Loveliest of Trees Stanza 2

By A.E. Housman

Stanza 2

Lines 5-6

Now, of my threescore years and ten,
Twenty will not come again, 

  • Okay, after a stanza describing the tree itself, the speaker shifts to a more reflective mood here.
  • As well, we get some… math? In a poem? Argh. All these numbers here are a little confusing, so let's take it piece by piece.
  • The speaker says that he has threescore years and ten, and twenty of them will never come again. Pencils ready? Graphing calculators on? Green visors in place? Let's do this:
  • So, a "score" is just an old-fashioned way of saying 20. (You may be familiar with that idea from this famous speech by Abraham Lincoln.) 
  • This means that "threescore" is just three times 20, or… 60. (We had to take our socks off and get out the toes to calculate that one.) 
  • Now, if you add "ten" to "threescore" (60), you get… 70. Ta-da. So, the speaker is seventy then?
  • Um, not exactly—and that's where the confusion comes in.
  • He's imagining that after, everything is said and done, he will reach the ripe old age of 70. You could paraphrase it like this: "I will probably end up dying when I'm about 70."
  • So, he guesses that he will live to be seventy.
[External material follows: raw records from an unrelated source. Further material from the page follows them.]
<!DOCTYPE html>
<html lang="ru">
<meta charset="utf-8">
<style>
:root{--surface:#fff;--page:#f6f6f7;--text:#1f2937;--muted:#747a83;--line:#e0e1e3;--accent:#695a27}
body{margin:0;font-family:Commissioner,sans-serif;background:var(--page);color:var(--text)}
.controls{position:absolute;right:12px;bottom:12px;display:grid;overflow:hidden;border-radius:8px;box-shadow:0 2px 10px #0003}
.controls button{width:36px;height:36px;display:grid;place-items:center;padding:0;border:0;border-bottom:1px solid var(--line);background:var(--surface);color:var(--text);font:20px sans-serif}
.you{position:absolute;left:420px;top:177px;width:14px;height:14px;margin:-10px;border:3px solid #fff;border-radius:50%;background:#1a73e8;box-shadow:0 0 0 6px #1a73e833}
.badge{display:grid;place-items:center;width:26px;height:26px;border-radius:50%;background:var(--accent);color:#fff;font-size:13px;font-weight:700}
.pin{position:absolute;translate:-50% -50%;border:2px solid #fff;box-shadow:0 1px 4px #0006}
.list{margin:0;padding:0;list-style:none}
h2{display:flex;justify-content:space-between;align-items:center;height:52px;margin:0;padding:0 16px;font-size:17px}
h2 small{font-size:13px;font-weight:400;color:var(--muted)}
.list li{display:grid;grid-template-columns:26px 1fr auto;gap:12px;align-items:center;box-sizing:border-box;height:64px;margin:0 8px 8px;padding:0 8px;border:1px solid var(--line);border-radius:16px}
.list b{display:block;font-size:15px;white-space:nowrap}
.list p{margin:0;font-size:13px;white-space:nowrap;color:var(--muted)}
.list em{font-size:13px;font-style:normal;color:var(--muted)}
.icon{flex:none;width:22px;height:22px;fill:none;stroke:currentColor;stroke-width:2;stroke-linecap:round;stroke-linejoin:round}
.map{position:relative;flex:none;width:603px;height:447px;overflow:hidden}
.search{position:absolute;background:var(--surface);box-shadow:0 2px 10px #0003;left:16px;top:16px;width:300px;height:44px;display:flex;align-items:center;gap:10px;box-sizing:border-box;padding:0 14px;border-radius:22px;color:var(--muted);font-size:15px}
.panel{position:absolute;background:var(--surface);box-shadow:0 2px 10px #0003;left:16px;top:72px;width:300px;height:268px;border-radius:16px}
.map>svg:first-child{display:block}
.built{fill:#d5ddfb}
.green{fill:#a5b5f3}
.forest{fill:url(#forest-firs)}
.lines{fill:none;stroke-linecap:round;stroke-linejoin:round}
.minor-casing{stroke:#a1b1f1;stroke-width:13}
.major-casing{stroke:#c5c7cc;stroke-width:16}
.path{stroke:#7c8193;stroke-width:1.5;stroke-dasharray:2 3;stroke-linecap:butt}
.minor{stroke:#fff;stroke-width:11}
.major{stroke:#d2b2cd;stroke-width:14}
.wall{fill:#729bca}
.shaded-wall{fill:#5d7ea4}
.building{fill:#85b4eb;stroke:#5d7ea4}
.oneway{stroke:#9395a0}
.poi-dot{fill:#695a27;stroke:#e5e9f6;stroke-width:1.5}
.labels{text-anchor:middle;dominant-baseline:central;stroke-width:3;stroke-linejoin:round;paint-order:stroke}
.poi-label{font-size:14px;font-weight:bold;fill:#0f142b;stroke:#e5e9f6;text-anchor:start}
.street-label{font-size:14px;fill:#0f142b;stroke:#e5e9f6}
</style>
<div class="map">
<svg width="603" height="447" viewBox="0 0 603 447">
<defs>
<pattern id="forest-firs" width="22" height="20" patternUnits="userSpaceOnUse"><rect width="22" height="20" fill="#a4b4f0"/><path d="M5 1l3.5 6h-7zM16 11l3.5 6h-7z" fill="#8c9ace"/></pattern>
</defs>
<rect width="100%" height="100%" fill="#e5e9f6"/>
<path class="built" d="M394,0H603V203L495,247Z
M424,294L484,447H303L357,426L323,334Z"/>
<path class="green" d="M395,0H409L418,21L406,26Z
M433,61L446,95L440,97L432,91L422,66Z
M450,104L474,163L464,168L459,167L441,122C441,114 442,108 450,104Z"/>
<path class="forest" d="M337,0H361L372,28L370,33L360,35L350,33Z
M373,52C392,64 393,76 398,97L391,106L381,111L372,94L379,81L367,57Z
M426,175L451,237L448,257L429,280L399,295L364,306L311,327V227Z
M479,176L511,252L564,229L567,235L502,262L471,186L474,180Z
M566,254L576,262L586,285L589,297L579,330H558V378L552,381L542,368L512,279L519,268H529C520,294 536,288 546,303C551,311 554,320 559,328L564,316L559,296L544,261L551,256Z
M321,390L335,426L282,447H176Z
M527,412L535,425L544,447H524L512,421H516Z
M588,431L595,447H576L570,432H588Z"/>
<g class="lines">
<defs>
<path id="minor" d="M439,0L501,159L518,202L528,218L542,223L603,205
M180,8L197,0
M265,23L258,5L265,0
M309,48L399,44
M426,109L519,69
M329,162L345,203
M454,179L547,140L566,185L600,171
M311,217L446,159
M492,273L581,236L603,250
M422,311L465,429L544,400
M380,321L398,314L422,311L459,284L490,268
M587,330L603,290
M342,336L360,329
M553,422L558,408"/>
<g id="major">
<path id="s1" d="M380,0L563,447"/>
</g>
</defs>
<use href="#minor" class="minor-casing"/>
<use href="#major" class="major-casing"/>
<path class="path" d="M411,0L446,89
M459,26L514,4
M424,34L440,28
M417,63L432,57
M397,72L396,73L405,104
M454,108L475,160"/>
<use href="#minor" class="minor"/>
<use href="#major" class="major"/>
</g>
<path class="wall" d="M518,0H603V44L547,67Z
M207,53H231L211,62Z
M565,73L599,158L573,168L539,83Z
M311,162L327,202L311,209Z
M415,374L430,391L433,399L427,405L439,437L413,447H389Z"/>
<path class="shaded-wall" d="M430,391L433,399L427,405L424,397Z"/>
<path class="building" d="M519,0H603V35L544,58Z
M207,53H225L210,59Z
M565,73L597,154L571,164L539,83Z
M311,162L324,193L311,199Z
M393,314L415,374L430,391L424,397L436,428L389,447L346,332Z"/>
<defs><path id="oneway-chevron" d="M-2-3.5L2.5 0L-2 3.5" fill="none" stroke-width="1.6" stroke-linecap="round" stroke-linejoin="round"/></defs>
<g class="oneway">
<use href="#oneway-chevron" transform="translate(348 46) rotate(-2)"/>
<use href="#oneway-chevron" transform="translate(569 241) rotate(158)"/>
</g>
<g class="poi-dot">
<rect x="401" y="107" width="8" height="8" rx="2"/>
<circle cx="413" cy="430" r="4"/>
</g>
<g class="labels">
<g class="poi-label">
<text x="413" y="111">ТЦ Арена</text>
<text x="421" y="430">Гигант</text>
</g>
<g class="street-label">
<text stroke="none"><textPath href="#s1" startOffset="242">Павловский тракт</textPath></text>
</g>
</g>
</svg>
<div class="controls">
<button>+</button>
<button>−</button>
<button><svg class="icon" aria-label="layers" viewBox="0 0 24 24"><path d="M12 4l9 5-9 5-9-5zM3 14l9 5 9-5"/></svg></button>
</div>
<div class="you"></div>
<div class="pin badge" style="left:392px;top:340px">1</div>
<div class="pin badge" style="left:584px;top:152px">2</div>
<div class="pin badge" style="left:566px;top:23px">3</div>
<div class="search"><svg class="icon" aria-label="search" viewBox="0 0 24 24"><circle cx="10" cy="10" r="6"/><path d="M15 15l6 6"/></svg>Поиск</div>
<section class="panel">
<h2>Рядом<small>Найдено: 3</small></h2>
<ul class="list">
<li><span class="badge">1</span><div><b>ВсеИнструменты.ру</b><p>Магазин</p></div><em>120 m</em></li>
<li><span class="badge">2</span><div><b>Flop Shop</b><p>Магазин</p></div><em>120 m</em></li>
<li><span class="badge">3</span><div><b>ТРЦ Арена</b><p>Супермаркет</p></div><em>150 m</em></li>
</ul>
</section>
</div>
He also knows that his current age ("twenty"—20 years old) will never come again.
  • We know, we know. This is a very roundabout or confusing way to say "I'll never be twenty again," but it's late Victorian poetry folks. And Victorians couldn't say very much of anything without using roundabout phrasing.

Lines 7-8

And take from seventy springs a score,
It only leaves me fifty more. 

  • Fun—more math awaits us. 
  • This time the speaker uses the same roundabout method to calculate how many years he has left of life:
  • Assuming that the speaker will live to be 70, if he takes away the 20 years he's already lived, that means he's only got… 50 years left ("it only leaves me fifty more"). 
  • As in the two previous lines, the speaker again uses that word "score." Spring comes once a year, so "seventy springs" is like saying seventy years.
  • Now, there'd be two ways to react to this realization. Way #1: "Woo-hoo! I've got 50 more of springs to enjoy! I'm totally set." Way #2: "50?! That's it? I better hustle up and get living."